Subject 375 follows the experiences of Maria Martinez, who is convicted of a murder she has no memory of committing. Thrown into a terrifying world which forces her to question her very sanity, Maria must find a way to survive and discover the truth before it is too late.
I’m afraid Subject 375 wasn’t quite for me. Unreliable narrators can be an enormously powerful tool in a book, or they can also create a confusing, disjointed book. Unfortunately, I found the latter here. This book was meant to be a little confusing, given the nature of the plot. And a certain level of confusion in a book is totally fine because it generally adds to the suspense. But in this case, things were so scrambled and jumpy that half the time I honestly wasn’t sure exactly what was going on. I almost stopped reading, but the plot that I did understand was interesting enough that I wanted to see this book through to the end.
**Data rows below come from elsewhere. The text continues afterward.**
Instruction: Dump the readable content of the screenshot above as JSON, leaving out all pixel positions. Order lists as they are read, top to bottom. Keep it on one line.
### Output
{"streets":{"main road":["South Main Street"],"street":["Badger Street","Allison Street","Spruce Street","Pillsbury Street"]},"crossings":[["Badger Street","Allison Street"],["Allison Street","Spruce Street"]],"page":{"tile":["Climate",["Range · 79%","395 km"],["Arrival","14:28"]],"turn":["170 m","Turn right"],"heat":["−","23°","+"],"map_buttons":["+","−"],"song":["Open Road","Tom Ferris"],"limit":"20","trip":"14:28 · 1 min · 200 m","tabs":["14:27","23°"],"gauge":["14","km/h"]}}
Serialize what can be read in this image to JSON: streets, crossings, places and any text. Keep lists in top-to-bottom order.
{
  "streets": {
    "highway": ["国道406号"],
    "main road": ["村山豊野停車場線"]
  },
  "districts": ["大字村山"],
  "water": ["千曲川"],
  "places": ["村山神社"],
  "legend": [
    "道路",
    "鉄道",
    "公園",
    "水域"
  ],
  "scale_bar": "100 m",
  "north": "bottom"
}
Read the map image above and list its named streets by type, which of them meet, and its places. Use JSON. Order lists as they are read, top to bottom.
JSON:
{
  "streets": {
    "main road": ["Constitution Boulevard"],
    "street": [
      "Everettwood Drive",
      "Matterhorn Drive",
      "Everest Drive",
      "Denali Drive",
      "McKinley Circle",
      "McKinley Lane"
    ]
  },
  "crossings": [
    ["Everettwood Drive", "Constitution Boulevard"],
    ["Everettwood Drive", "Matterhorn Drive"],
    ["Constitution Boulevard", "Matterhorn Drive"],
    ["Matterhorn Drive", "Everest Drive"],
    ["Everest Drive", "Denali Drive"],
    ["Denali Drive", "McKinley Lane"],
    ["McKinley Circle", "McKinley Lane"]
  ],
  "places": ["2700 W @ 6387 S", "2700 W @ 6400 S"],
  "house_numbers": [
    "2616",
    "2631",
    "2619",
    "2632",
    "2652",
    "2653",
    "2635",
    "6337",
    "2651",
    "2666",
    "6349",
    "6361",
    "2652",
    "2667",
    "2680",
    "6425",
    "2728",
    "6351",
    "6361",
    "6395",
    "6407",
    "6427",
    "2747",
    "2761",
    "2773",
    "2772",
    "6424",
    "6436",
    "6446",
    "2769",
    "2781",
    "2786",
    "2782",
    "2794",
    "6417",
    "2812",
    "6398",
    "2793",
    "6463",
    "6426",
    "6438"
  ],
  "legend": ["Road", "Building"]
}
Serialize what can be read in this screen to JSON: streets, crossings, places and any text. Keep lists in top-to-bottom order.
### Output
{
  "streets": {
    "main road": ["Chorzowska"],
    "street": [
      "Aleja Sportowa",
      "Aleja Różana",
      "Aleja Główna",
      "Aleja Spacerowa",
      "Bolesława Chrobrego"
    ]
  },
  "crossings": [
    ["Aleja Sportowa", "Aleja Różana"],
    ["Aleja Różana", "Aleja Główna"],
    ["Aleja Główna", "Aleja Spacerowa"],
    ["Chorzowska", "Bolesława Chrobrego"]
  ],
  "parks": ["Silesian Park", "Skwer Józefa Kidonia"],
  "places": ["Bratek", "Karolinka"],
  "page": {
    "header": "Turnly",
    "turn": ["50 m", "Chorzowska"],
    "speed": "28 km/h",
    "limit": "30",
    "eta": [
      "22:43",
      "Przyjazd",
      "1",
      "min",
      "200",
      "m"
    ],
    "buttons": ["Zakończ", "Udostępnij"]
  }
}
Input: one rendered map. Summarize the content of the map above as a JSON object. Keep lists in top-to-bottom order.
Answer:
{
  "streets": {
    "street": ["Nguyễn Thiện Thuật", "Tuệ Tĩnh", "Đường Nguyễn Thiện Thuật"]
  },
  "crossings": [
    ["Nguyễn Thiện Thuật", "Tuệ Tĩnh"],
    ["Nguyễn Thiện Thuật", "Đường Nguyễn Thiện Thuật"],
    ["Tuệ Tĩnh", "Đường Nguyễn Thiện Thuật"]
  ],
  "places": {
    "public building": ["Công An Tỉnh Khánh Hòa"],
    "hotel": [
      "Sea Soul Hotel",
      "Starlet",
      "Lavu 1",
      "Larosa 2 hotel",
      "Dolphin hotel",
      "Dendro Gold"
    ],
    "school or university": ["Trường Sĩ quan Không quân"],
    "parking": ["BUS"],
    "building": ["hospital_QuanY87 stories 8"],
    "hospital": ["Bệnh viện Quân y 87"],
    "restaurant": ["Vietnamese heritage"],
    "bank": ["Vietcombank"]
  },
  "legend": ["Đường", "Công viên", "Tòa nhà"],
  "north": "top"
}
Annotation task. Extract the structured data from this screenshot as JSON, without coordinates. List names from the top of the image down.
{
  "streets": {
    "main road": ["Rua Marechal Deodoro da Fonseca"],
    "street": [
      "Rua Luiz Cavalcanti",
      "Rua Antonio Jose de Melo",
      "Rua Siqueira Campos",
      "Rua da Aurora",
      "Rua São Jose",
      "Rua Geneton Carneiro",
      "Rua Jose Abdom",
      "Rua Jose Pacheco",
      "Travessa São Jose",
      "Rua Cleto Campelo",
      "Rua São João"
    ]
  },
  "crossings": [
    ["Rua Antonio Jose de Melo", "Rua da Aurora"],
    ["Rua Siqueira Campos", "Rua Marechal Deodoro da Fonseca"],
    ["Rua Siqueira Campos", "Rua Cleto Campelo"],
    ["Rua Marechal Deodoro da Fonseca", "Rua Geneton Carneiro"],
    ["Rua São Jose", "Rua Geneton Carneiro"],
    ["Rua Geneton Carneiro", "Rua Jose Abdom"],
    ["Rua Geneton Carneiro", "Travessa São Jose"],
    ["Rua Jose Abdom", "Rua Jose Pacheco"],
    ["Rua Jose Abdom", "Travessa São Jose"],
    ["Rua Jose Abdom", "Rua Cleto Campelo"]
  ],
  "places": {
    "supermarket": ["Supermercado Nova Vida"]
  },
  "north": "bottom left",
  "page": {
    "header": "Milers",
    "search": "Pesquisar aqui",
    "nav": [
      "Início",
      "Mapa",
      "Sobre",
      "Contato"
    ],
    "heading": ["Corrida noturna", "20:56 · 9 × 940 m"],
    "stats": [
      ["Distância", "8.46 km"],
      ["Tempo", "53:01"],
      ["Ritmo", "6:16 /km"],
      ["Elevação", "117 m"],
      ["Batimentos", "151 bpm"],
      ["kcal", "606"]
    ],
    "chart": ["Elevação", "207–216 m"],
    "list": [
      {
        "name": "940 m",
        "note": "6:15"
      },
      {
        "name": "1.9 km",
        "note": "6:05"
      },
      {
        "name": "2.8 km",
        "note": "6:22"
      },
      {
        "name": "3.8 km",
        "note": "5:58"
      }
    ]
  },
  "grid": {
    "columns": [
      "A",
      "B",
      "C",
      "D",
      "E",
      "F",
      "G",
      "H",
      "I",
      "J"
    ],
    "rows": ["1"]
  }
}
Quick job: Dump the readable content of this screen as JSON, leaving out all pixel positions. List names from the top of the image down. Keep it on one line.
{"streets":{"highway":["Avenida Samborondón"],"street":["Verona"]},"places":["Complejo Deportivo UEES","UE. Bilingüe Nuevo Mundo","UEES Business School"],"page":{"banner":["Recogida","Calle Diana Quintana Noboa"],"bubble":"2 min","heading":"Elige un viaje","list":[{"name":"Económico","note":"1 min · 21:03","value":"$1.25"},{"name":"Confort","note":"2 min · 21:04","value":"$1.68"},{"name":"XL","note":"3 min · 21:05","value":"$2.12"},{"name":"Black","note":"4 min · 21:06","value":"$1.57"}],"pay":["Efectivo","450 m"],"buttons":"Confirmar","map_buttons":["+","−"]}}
I also had a problem with the way autism was treated in this book. It seemed like the author trivialized and almost looked down on those with autism. People were always telling Maria, who has Asperger’s that she couldn’t be trusted or taken seriously because of her autism. That just didn’t sit well with me. I really don’t think that was something intentional on Nikki Owens’ part though.
Sorry for the kind of long rant about this book. Despite what my comments may suggest, I didn’t hate this book. There were some good things about it too. Subject 375 is an interesting story that certainly keeps the reader guessing until the very end. It wasn’t my cup of tea, but I can see why someone else might like this book.